▶ Exercise brief: Whenever a line contains the string "Youville", copy it out of the entries.
*** Records for processing ***
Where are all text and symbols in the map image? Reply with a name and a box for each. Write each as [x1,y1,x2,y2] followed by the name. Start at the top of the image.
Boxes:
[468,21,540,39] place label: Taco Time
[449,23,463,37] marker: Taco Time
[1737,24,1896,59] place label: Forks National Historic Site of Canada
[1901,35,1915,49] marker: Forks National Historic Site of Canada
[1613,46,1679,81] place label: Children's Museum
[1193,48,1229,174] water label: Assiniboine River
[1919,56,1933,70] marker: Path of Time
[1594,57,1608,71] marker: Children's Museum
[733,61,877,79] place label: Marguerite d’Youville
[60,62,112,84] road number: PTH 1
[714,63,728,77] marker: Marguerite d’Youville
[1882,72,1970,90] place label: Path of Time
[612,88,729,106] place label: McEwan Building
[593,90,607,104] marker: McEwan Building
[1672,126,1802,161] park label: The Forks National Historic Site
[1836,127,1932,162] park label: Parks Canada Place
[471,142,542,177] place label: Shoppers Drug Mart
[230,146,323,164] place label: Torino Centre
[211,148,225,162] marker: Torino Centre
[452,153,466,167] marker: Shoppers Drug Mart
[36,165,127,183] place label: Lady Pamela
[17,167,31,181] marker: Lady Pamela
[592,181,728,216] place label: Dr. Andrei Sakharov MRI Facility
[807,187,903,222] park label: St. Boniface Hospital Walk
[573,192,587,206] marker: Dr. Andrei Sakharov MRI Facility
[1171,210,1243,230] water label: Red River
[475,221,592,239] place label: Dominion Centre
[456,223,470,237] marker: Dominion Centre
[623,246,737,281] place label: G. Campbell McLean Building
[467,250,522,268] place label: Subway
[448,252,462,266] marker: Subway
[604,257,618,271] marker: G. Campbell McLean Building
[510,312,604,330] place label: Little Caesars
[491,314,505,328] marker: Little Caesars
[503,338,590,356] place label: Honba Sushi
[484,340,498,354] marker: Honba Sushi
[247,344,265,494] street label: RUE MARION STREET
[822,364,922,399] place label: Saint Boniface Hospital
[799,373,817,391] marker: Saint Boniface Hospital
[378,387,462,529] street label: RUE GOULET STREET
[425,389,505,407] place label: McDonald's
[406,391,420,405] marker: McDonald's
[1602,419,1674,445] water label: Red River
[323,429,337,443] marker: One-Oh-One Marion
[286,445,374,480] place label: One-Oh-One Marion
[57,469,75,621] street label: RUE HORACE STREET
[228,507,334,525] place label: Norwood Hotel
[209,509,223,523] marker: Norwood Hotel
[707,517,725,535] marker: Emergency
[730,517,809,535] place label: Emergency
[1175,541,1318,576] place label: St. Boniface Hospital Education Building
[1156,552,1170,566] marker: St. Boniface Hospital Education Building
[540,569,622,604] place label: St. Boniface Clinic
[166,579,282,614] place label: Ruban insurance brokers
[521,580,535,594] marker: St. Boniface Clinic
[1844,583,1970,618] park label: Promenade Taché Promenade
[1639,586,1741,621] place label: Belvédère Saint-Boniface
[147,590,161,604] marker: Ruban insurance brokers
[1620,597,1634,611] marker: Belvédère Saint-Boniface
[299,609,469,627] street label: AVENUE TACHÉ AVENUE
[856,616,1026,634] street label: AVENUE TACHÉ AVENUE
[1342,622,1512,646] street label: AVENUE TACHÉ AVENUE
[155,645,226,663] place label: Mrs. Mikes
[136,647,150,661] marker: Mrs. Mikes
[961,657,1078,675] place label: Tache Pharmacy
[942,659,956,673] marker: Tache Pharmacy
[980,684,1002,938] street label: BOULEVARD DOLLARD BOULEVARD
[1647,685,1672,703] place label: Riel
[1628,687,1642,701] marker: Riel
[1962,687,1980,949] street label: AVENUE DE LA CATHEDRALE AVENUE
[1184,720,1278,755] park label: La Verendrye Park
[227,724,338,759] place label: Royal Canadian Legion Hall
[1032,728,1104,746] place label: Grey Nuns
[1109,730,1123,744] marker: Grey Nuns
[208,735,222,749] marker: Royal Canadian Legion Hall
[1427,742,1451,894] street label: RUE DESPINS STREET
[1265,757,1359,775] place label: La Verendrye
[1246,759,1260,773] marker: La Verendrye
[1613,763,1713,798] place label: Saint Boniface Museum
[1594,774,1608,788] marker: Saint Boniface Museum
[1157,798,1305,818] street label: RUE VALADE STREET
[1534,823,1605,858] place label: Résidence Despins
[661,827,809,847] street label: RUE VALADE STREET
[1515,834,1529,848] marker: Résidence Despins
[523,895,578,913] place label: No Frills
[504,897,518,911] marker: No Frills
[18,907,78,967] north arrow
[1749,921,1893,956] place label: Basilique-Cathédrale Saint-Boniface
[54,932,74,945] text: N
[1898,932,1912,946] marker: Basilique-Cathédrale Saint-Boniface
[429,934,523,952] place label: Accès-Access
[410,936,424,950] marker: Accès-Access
*** End of Records for processing ***
*** Records for processing ***
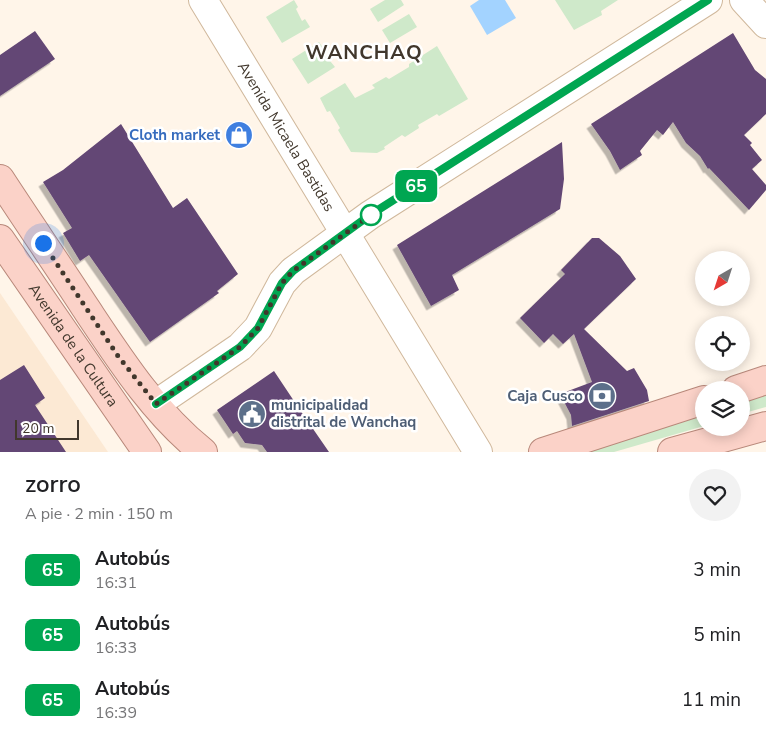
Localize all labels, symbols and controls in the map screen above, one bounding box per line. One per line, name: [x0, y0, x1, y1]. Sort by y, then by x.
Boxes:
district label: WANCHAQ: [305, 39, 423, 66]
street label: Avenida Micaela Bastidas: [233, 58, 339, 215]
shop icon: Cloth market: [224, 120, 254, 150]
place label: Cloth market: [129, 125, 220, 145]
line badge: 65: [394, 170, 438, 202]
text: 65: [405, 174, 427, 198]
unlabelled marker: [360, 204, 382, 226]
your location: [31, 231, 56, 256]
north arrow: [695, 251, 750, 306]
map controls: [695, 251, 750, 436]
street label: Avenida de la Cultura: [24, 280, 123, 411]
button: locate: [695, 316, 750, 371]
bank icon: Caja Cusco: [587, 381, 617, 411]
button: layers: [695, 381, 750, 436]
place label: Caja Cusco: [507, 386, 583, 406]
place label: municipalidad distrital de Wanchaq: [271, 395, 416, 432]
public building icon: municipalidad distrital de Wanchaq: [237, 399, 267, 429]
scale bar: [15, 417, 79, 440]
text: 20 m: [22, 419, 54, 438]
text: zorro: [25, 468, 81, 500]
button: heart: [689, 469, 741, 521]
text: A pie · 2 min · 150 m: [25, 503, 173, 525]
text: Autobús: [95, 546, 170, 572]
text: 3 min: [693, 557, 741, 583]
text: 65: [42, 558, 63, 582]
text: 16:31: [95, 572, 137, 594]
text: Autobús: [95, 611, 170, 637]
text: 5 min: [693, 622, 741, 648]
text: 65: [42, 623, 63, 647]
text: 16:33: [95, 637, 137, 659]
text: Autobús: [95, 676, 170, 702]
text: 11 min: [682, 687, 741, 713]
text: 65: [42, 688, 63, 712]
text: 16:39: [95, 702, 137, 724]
*** End of Records for processing ***
▶ Solution for this exercise:
[733,61,877,79] place label: Marguerite d’Youville
[714,63,728,77] marker: Marguerite d’Youville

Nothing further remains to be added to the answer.